→ **INFORMATION PROVIDED**

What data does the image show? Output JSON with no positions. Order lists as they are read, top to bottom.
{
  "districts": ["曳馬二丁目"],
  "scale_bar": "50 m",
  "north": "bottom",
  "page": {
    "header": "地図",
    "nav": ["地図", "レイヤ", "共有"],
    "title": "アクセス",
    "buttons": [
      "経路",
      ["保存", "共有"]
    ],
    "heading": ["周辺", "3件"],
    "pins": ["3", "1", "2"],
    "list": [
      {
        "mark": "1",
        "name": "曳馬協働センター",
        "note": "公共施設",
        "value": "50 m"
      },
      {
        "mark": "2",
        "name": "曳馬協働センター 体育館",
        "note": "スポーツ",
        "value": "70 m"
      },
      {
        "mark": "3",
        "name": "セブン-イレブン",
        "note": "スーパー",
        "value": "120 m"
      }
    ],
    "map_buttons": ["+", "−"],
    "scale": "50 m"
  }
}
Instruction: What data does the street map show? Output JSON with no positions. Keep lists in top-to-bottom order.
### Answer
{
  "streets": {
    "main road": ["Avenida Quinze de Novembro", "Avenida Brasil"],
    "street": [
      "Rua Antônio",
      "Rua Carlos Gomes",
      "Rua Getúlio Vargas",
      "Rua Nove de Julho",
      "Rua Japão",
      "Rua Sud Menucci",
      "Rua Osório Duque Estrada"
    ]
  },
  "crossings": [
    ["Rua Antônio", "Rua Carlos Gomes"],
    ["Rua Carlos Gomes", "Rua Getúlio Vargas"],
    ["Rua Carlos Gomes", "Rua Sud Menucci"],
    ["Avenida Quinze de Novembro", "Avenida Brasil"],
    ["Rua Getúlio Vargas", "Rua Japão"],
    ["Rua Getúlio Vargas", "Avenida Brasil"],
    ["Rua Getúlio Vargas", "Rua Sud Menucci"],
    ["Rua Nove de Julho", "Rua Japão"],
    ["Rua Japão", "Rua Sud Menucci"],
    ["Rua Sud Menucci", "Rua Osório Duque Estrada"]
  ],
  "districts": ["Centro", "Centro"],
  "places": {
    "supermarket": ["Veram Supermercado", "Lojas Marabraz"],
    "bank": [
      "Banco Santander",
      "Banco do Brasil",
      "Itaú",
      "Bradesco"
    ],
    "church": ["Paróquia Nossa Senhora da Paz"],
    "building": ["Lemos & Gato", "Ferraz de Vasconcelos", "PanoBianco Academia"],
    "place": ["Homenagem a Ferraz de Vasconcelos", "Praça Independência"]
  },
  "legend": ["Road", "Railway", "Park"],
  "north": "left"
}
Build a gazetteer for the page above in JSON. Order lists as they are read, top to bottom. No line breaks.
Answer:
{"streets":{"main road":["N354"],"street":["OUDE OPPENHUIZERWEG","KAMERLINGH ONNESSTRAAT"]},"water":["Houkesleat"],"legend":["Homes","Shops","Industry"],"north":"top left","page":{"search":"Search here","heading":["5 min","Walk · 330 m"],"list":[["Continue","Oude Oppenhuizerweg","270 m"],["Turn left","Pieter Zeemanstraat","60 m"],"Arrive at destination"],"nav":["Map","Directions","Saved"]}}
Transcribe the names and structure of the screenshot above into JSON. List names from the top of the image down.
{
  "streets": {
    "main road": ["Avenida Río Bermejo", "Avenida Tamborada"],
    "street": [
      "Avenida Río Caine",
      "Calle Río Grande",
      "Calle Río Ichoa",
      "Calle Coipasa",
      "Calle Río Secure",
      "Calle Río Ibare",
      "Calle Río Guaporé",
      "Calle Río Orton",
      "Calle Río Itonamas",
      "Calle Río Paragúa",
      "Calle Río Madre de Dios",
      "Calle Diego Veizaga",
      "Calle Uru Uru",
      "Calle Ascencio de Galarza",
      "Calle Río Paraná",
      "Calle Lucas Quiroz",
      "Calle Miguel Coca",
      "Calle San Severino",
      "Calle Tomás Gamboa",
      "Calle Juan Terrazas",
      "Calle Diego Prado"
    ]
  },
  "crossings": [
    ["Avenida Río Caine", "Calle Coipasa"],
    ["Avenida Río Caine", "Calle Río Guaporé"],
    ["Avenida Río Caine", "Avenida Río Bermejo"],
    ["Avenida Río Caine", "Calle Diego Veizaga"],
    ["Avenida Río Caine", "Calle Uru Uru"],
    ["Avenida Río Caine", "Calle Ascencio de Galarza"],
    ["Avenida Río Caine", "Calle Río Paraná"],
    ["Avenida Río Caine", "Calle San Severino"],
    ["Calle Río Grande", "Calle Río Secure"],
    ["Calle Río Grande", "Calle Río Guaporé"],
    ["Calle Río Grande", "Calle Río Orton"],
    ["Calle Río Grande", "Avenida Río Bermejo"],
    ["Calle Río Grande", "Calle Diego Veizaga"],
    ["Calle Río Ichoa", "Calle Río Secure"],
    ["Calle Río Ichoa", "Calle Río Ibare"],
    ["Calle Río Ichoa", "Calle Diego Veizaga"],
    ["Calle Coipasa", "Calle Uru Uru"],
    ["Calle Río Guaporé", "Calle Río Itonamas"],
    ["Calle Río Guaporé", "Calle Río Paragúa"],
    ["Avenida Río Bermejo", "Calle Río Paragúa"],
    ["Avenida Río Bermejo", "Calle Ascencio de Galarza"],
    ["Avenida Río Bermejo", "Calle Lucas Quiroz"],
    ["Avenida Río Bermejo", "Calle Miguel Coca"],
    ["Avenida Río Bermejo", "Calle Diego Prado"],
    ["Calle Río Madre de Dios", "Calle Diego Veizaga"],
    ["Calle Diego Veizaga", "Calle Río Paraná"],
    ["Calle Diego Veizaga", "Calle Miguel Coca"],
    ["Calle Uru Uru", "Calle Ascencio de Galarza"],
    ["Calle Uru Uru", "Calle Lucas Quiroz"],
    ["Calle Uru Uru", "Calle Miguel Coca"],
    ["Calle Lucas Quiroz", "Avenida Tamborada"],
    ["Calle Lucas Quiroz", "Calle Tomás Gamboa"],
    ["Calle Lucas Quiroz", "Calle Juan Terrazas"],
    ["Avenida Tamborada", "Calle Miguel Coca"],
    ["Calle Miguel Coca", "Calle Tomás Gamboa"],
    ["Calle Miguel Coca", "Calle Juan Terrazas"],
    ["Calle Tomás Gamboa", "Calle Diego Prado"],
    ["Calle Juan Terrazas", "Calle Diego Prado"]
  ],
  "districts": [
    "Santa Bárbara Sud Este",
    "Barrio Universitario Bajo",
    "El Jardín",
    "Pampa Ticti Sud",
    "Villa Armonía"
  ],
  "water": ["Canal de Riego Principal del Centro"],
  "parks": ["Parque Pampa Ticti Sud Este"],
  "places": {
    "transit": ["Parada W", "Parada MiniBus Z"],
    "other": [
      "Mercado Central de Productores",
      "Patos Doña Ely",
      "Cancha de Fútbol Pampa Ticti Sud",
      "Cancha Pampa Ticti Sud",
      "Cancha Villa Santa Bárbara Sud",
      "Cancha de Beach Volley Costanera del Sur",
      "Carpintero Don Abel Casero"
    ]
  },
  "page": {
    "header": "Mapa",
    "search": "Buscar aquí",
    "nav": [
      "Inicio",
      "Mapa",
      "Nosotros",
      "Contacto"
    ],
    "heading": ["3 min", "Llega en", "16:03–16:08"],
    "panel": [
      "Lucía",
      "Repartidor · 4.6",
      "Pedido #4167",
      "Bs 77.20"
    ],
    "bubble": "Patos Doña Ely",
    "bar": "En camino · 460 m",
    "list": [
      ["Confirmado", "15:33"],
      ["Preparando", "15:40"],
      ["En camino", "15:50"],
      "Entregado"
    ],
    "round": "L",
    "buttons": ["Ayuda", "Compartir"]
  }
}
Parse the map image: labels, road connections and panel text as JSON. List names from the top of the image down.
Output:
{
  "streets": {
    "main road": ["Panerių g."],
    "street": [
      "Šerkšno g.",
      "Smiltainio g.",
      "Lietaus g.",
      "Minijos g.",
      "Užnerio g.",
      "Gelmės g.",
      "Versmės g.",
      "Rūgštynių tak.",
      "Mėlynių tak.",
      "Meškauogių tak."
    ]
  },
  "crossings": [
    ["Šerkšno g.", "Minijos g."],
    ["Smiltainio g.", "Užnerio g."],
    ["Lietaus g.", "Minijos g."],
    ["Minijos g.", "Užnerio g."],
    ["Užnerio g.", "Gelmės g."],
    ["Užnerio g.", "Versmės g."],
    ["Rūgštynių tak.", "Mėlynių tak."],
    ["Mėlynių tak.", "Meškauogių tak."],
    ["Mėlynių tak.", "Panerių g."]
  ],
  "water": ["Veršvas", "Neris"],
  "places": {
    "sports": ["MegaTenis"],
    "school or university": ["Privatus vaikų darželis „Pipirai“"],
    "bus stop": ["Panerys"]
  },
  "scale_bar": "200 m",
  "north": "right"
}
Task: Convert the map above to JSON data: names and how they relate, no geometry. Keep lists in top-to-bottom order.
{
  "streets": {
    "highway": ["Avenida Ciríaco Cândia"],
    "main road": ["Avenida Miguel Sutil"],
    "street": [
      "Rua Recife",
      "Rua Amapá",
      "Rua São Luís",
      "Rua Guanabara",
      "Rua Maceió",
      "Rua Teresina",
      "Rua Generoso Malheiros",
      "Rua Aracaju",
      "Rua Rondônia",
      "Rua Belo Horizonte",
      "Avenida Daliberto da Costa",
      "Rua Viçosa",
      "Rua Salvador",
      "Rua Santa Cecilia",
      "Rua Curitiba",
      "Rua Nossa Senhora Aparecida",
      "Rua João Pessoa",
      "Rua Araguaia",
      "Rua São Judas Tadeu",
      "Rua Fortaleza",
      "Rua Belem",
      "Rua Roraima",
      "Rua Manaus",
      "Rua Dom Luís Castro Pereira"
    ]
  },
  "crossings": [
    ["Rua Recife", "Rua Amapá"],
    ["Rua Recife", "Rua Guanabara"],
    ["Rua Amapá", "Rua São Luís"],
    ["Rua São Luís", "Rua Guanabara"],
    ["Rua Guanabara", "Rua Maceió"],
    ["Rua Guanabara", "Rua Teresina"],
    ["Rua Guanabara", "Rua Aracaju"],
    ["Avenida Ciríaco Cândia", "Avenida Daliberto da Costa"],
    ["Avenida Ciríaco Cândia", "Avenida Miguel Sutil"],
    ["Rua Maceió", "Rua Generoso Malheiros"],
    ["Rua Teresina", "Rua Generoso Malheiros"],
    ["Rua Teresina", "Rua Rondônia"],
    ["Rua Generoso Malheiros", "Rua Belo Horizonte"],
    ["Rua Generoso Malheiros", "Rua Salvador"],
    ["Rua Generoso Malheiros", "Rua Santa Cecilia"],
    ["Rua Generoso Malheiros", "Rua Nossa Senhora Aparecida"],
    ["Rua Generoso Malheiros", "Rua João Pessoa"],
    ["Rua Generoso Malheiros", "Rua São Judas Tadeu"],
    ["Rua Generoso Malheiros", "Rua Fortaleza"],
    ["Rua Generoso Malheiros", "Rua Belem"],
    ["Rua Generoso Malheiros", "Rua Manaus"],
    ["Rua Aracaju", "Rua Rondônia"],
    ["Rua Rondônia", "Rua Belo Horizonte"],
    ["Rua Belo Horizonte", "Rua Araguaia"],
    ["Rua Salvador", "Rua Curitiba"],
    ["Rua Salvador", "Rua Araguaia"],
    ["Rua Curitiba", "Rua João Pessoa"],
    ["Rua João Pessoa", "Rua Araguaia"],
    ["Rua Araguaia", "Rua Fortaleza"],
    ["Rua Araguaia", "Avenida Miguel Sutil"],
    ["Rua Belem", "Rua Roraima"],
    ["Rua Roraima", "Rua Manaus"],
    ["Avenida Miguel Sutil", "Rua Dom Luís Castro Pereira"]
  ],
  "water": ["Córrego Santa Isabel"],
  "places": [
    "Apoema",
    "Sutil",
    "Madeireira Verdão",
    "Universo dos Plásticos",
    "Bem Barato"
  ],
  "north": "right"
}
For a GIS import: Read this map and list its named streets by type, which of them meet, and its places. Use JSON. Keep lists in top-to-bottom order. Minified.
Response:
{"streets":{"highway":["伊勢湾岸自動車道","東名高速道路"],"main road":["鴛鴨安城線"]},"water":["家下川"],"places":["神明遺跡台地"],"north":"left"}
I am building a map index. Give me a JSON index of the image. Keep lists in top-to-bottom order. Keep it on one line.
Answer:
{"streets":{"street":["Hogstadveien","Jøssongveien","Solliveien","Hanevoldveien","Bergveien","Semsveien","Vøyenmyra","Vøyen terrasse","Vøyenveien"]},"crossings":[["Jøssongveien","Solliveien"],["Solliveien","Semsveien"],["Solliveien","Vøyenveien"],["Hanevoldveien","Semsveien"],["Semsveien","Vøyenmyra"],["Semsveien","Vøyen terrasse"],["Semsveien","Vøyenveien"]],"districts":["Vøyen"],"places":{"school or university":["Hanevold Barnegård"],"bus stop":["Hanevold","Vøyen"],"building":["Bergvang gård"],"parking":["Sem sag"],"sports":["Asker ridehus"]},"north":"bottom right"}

→ **WHAT NEEDS TO BE DONE**
In the material above, each line with the word "Villa" should be copied.

→ **TASK RESULT**
    "Villa Armonía"
      "Cancha Villa Santa Bárbara Sud",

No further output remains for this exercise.